[Requirement]: Return each line of the entries that mentions the word "controls".

___ Data provided ___

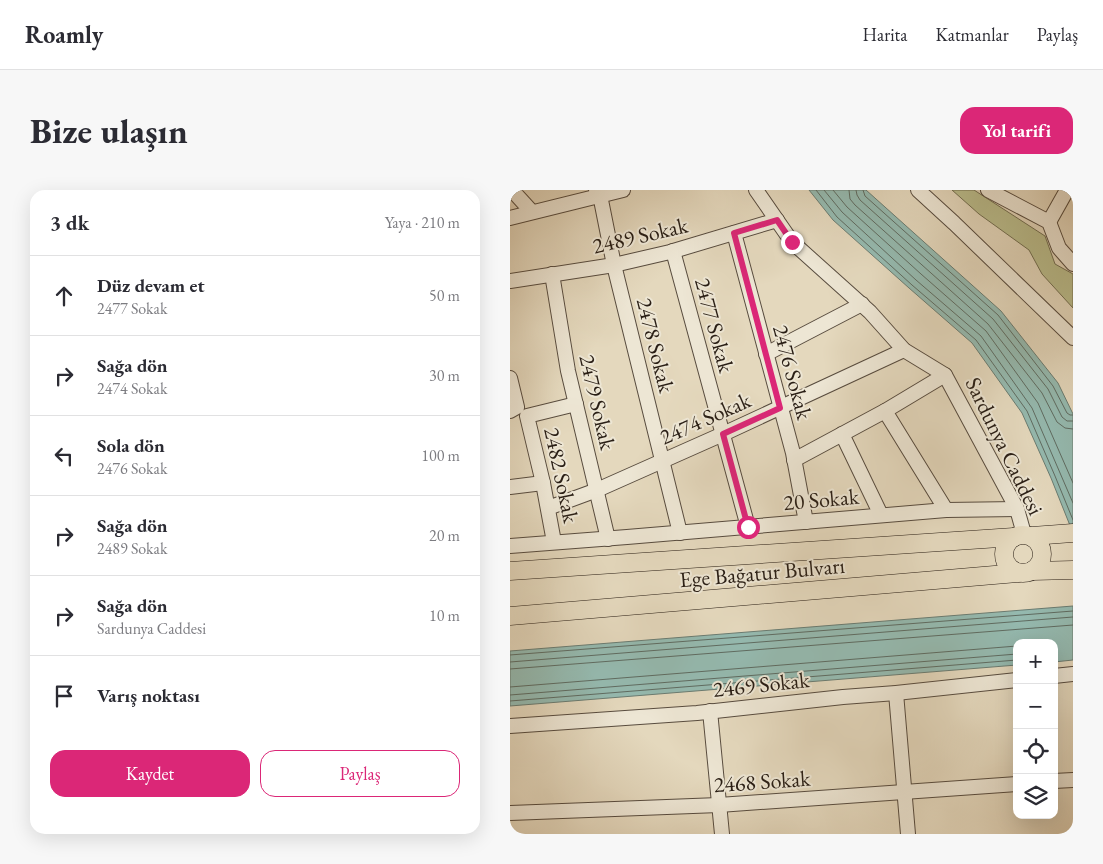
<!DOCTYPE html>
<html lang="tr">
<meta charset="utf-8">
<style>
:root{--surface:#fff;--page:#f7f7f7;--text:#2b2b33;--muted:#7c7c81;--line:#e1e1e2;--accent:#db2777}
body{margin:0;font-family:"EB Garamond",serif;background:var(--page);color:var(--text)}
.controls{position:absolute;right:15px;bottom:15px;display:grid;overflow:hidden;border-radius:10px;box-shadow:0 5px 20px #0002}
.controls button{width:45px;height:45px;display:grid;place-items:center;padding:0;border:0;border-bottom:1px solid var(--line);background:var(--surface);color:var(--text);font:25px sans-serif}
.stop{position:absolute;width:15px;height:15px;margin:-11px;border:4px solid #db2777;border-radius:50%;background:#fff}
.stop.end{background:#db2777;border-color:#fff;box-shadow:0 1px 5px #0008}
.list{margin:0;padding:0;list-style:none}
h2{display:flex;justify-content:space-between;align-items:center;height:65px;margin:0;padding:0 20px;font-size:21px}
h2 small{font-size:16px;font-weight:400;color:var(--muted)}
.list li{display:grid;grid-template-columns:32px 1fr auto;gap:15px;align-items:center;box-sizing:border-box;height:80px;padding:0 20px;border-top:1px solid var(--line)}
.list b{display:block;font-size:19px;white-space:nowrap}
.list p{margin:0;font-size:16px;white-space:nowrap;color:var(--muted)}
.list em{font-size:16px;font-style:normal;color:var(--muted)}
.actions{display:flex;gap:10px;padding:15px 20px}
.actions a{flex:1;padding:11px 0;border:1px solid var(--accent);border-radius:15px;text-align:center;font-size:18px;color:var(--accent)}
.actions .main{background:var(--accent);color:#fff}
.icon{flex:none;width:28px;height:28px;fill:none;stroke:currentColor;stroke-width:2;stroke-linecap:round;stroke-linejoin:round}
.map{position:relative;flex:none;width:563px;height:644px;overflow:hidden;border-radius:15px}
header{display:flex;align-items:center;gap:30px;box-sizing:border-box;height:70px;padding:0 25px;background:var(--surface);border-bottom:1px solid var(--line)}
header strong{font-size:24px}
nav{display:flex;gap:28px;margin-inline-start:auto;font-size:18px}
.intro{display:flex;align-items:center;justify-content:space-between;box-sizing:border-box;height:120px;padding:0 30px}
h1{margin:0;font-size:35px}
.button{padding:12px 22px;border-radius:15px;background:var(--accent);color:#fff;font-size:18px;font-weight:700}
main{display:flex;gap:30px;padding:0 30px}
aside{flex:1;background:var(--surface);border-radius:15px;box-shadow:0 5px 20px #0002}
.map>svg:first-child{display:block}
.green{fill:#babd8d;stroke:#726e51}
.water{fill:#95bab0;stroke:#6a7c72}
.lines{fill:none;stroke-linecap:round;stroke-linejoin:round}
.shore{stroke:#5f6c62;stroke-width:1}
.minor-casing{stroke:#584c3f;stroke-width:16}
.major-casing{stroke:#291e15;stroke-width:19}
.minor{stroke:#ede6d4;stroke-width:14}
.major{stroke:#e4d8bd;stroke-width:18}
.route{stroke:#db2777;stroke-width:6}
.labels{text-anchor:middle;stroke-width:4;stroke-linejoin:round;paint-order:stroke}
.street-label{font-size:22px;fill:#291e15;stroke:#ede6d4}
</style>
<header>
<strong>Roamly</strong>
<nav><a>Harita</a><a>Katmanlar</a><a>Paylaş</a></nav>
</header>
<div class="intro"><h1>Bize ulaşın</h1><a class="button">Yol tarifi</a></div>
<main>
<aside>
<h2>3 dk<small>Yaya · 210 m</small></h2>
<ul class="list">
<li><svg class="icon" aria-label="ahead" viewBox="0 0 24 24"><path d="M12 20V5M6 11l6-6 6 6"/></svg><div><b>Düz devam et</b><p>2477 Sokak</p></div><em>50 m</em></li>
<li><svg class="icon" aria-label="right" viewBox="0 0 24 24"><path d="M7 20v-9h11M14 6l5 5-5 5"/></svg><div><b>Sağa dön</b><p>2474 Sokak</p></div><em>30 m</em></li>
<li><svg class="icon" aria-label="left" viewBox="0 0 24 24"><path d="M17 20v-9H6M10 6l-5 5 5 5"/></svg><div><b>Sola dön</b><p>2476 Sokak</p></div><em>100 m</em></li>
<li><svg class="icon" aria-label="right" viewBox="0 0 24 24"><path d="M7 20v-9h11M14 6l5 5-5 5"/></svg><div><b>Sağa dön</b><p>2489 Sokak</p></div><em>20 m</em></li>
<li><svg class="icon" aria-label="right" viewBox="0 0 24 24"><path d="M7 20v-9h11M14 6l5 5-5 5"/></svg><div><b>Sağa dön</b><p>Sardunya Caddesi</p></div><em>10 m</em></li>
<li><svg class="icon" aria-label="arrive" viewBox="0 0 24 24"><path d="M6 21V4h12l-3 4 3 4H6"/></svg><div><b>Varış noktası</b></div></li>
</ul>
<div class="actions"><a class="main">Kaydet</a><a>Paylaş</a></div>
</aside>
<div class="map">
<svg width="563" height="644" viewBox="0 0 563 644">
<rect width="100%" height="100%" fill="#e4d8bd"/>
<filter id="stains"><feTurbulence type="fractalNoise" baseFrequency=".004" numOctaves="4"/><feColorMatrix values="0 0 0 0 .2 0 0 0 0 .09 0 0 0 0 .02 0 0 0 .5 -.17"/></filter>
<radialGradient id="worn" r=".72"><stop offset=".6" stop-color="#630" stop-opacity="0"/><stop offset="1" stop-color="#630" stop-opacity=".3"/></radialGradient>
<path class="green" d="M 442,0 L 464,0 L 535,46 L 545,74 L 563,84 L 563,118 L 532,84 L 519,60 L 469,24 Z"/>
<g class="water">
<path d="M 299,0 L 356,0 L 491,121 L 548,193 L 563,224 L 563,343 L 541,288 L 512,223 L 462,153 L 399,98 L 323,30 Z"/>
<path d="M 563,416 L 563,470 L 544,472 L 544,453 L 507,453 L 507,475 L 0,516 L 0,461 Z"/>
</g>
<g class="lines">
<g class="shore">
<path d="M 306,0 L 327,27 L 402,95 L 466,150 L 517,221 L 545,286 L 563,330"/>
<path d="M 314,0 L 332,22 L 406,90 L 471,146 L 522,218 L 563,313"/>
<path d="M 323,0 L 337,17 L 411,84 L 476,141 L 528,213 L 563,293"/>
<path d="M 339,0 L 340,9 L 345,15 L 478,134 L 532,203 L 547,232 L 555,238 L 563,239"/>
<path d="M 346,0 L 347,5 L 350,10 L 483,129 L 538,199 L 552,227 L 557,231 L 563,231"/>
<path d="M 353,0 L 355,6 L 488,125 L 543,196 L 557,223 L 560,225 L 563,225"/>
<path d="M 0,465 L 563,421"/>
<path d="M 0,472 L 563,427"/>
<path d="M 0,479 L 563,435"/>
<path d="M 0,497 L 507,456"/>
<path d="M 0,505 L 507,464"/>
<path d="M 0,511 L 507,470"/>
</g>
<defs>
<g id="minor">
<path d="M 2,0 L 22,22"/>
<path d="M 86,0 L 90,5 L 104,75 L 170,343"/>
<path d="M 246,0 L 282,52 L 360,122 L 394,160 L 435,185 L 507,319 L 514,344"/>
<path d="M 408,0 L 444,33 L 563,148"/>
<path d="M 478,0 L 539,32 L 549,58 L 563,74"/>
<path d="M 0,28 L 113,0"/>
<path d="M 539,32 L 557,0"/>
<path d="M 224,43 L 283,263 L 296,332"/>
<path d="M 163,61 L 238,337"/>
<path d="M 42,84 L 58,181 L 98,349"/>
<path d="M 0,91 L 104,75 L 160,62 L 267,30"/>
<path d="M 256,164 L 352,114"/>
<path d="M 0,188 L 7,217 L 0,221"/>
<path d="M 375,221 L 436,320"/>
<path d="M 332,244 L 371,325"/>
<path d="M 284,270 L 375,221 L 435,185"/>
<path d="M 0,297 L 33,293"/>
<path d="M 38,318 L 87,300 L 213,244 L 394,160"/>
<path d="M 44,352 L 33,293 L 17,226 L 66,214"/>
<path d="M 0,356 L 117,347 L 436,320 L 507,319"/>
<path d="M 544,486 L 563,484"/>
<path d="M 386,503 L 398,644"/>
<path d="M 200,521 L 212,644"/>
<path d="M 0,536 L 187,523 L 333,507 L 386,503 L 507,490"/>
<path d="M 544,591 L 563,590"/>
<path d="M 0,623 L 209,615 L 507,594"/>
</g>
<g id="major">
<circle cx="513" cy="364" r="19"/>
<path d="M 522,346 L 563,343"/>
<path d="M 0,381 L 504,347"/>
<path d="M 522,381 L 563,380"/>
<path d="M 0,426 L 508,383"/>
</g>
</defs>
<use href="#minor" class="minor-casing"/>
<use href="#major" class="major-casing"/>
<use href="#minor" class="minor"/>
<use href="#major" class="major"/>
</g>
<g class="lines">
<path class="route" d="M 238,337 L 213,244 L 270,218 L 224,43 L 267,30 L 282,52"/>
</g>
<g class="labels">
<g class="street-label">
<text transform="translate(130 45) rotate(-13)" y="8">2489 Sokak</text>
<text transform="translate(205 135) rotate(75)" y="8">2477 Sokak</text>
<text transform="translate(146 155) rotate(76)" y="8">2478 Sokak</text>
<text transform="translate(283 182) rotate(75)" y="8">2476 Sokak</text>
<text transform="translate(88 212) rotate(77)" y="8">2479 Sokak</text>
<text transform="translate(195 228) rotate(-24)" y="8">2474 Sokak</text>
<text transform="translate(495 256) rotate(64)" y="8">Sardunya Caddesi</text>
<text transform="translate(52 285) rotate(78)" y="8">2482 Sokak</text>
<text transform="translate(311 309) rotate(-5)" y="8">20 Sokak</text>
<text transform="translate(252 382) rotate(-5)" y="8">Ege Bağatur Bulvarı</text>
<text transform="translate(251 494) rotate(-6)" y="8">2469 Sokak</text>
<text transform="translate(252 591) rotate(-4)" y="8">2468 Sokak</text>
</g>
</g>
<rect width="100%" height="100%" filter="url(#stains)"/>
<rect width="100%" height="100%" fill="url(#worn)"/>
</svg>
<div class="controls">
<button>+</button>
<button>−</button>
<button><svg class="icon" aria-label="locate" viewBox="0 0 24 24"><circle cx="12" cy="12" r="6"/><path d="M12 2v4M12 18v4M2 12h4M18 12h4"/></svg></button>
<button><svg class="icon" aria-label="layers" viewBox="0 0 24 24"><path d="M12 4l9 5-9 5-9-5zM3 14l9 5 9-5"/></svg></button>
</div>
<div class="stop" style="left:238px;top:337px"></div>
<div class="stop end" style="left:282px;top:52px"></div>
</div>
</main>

___

[Written response]:
.controls{position:absolute;right:15px;bottom:15px;display:grid;overflow:hidden;border-radius:10px;box-shadow:0 5px 20px #0002}
.controls button{width:45px;height:45px;display:grid;place-items:center;padding:0;border:0;border-bottom:1px solid var(--line);background:var(--surface);color:var(--text);font:25px sans-serif}
<div class="controls">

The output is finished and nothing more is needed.